#### Assignment:
Copy out, from the data below, each line in which the word "image" occurs.

#### Materials provided:
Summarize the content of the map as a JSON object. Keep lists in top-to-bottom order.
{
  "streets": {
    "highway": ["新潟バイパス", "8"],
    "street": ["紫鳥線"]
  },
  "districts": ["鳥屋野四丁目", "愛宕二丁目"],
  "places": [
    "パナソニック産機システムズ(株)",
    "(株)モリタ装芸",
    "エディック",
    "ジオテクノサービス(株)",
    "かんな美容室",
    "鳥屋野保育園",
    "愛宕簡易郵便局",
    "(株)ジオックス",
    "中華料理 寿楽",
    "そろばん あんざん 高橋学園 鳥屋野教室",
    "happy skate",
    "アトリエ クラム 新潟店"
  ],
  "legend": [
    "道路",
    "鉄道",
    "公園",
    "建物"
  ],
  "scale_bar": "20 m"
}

...

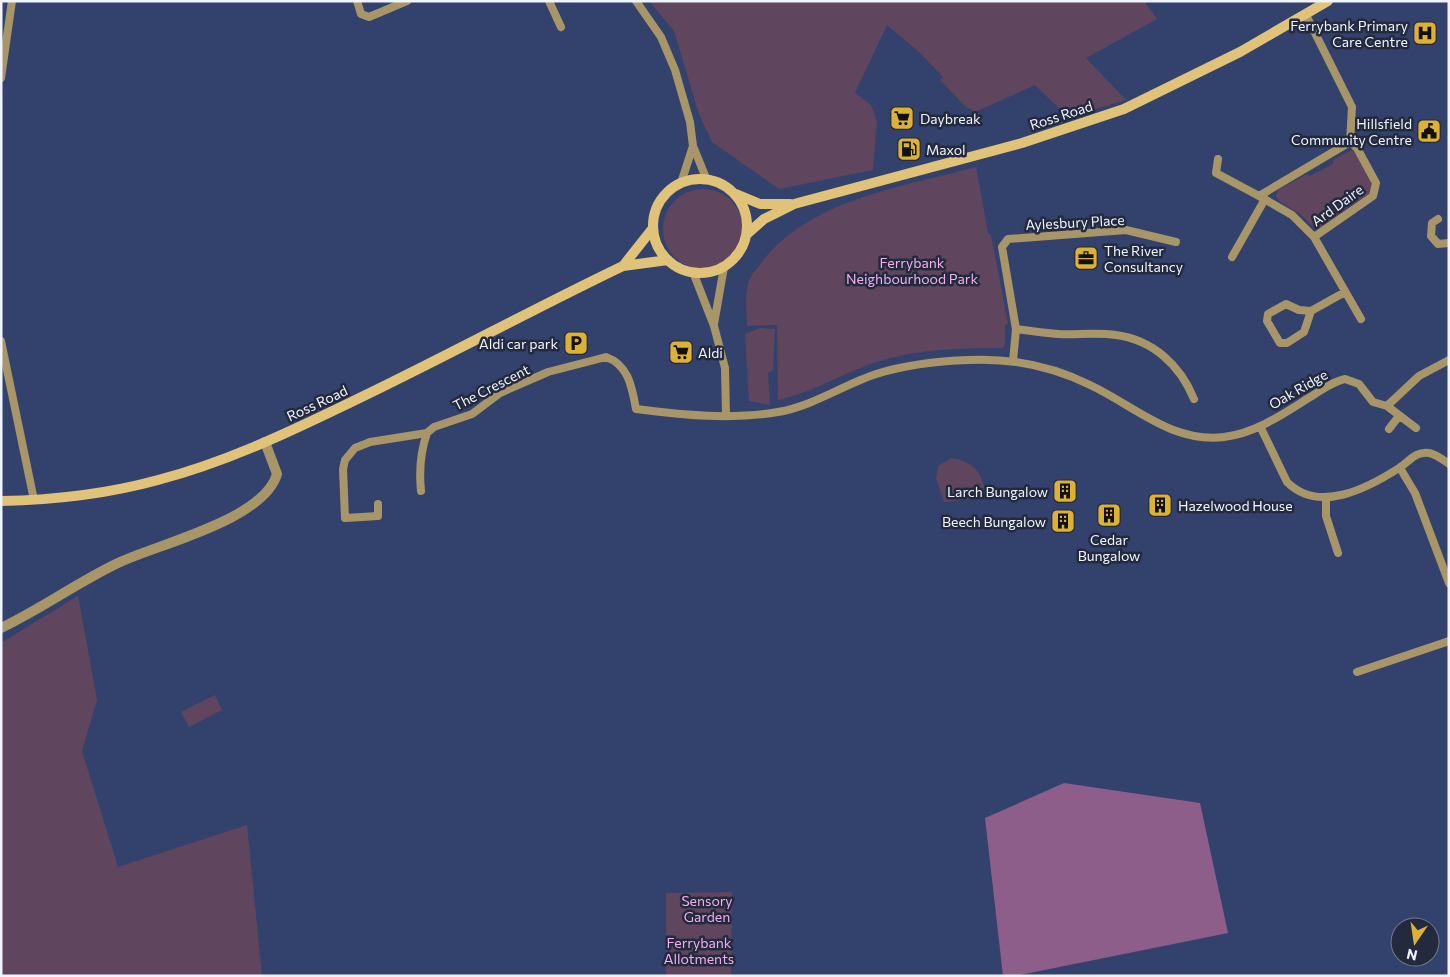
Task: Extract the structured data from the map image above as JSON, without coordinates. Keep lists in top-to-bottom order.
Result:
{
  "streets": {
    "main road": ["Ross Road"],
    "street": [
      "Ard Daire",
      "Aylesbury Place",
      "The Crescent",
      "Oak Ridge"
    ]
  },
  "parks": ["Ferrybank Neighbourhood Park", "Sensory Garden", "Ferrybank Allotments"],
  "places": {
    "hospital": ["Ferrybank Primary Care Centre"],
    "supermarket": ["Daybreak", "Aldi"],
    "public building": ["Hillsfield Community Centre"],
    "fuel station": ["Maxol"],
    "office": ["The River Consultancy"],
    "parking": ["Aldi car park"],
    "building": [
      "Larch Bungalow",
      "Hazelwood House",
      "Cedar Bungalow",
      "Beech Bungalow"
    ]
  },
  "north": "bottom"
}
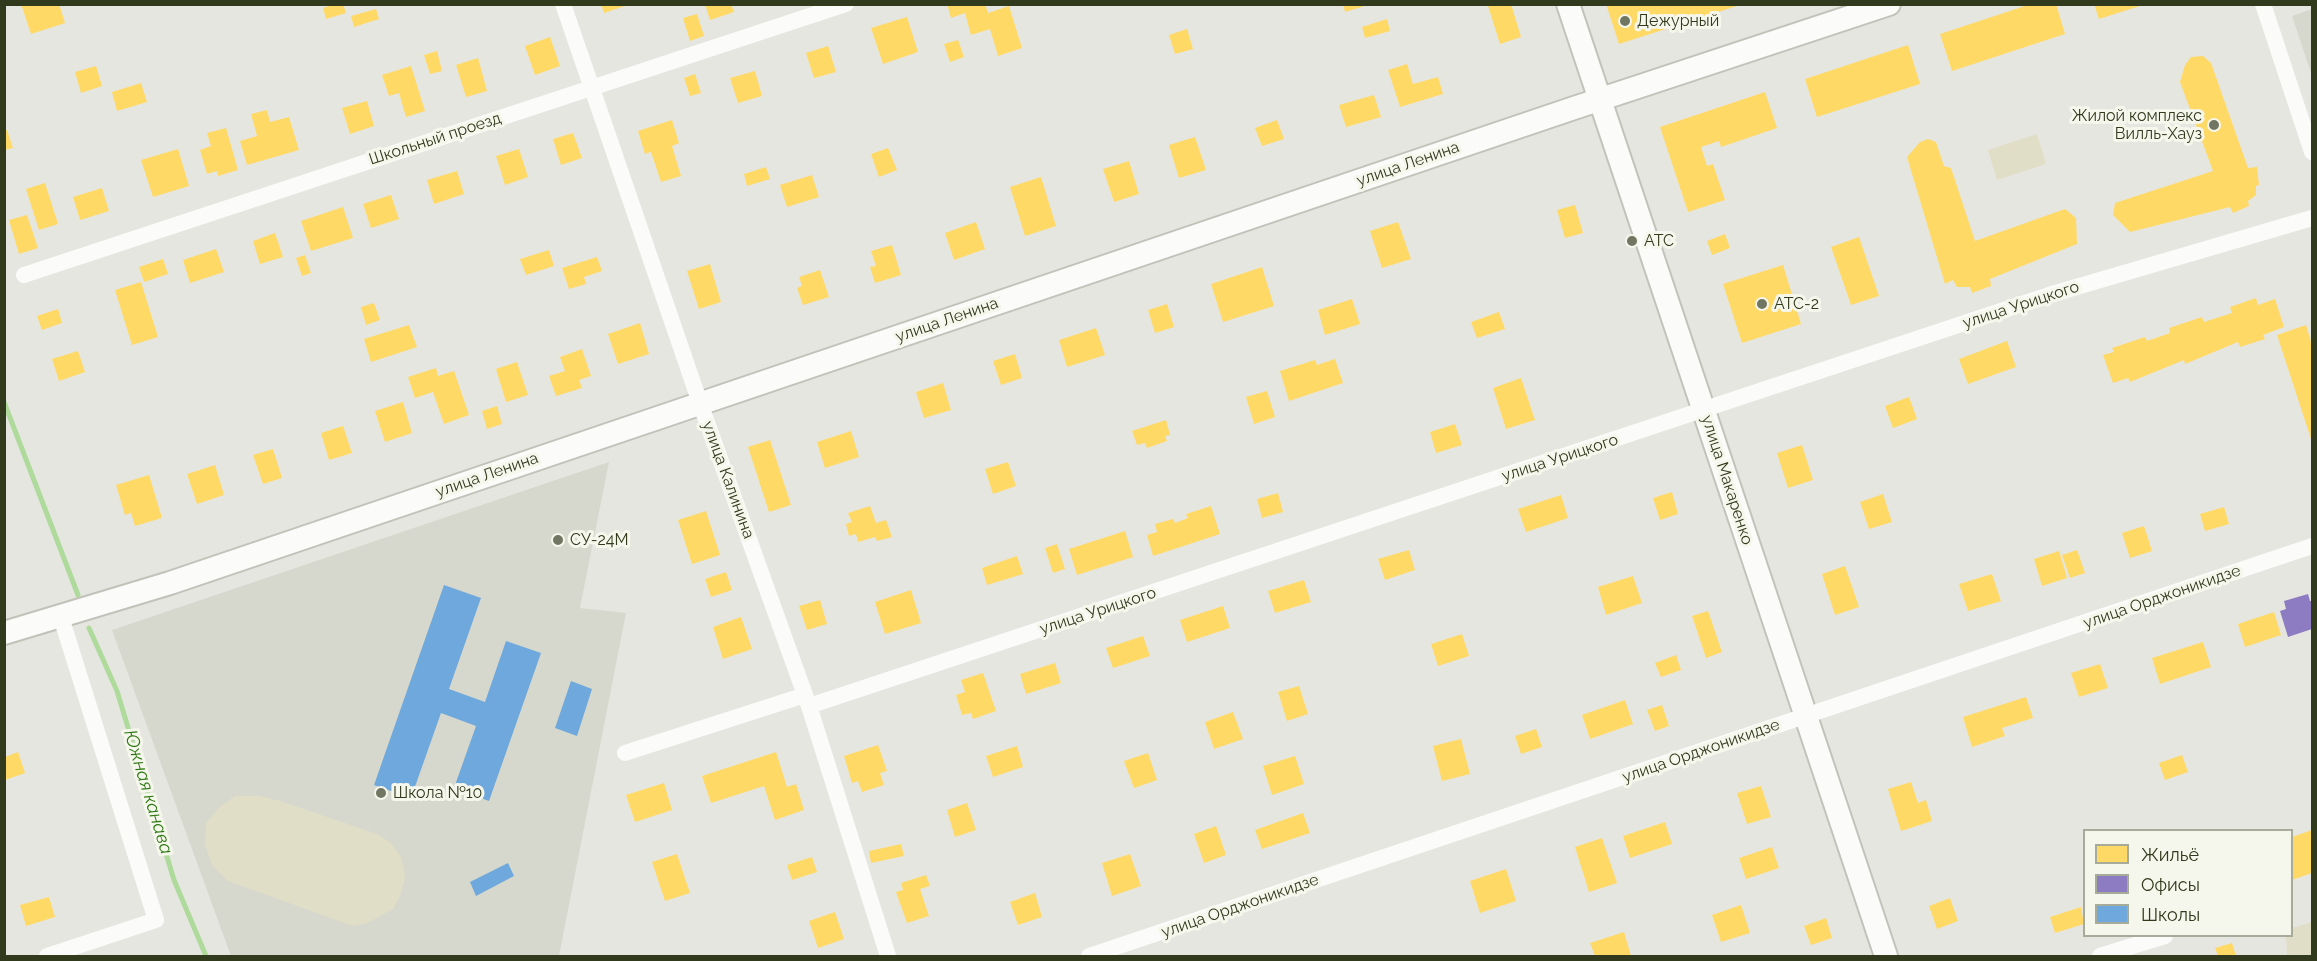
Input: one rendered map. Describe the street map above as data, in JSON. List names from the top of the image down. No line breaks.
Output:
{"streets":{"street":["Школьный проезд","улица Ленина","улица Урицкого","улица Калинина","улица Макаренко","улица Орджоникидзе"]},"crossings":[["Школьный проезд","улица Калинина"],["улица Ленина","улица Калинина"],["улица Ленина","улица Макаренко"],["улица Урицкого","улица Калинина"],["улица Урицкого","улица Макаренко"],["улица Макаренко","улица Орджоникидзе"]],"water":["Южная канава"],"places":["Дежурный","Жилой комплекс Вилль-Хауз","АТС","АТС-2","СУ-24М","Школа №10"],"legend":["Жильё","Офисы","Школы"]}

---

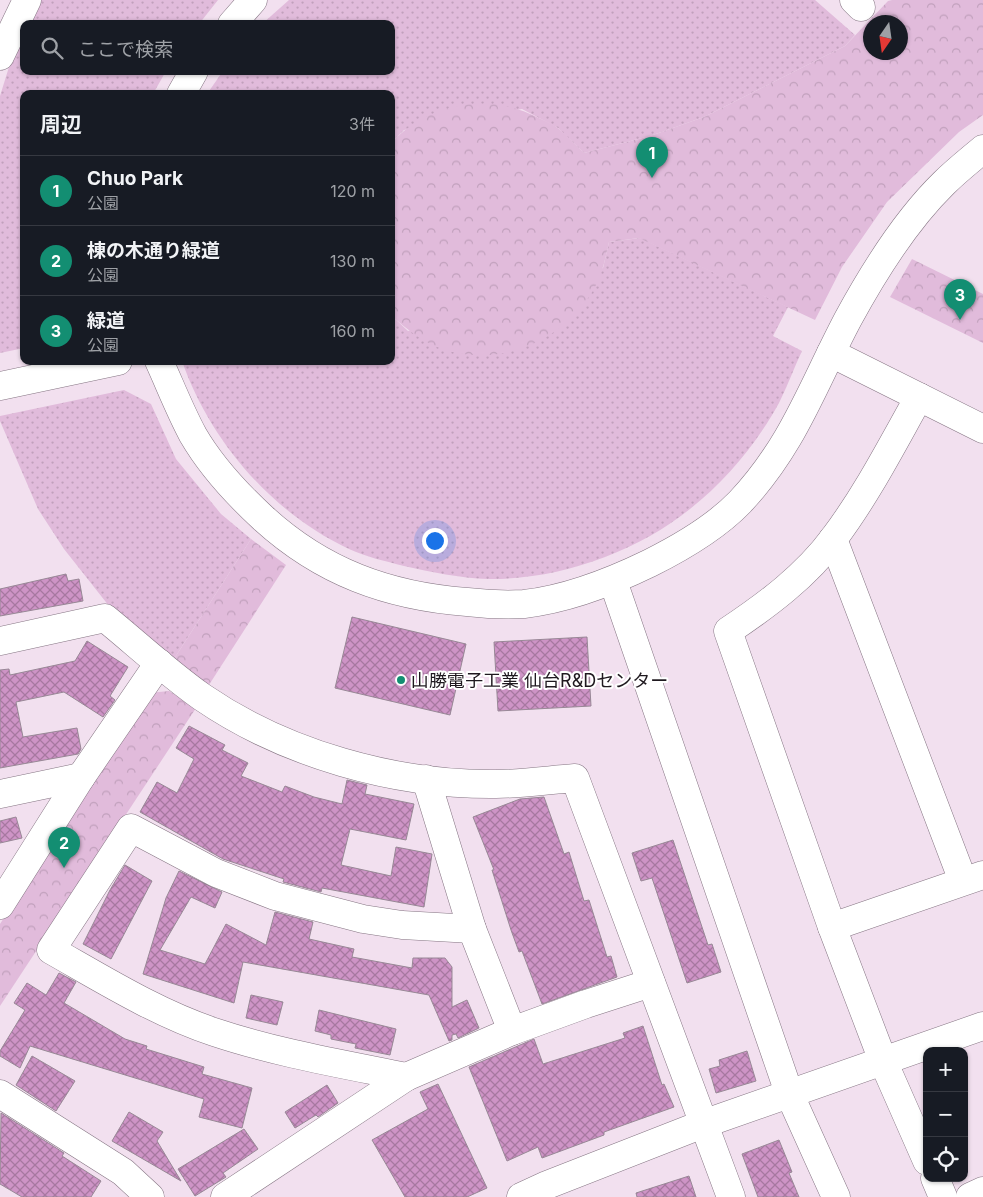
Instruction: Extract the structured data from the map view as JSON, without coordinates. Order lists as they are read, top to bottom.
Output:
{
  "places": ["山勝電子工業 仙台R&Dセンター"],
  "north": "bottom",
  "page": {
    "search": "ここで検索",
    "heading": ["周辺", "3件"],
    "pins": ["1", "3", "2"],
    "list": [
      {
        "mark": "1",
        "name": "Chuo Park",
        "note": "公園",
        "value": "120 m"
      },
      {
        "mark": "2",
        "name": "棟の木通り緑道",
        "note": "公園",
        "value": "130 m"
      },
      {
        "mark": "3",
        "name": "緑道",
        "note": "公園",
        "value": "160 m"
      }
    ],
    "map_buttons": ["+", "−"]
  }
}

#### Solved problem:
Task: Extract the structured data from the map image above as JSON, without coordinates. Keep lists in top-to-bottom order.
Input: one rendered map. Describe the street map above as data, in JSON. List names from the top of the image down. No line breaks.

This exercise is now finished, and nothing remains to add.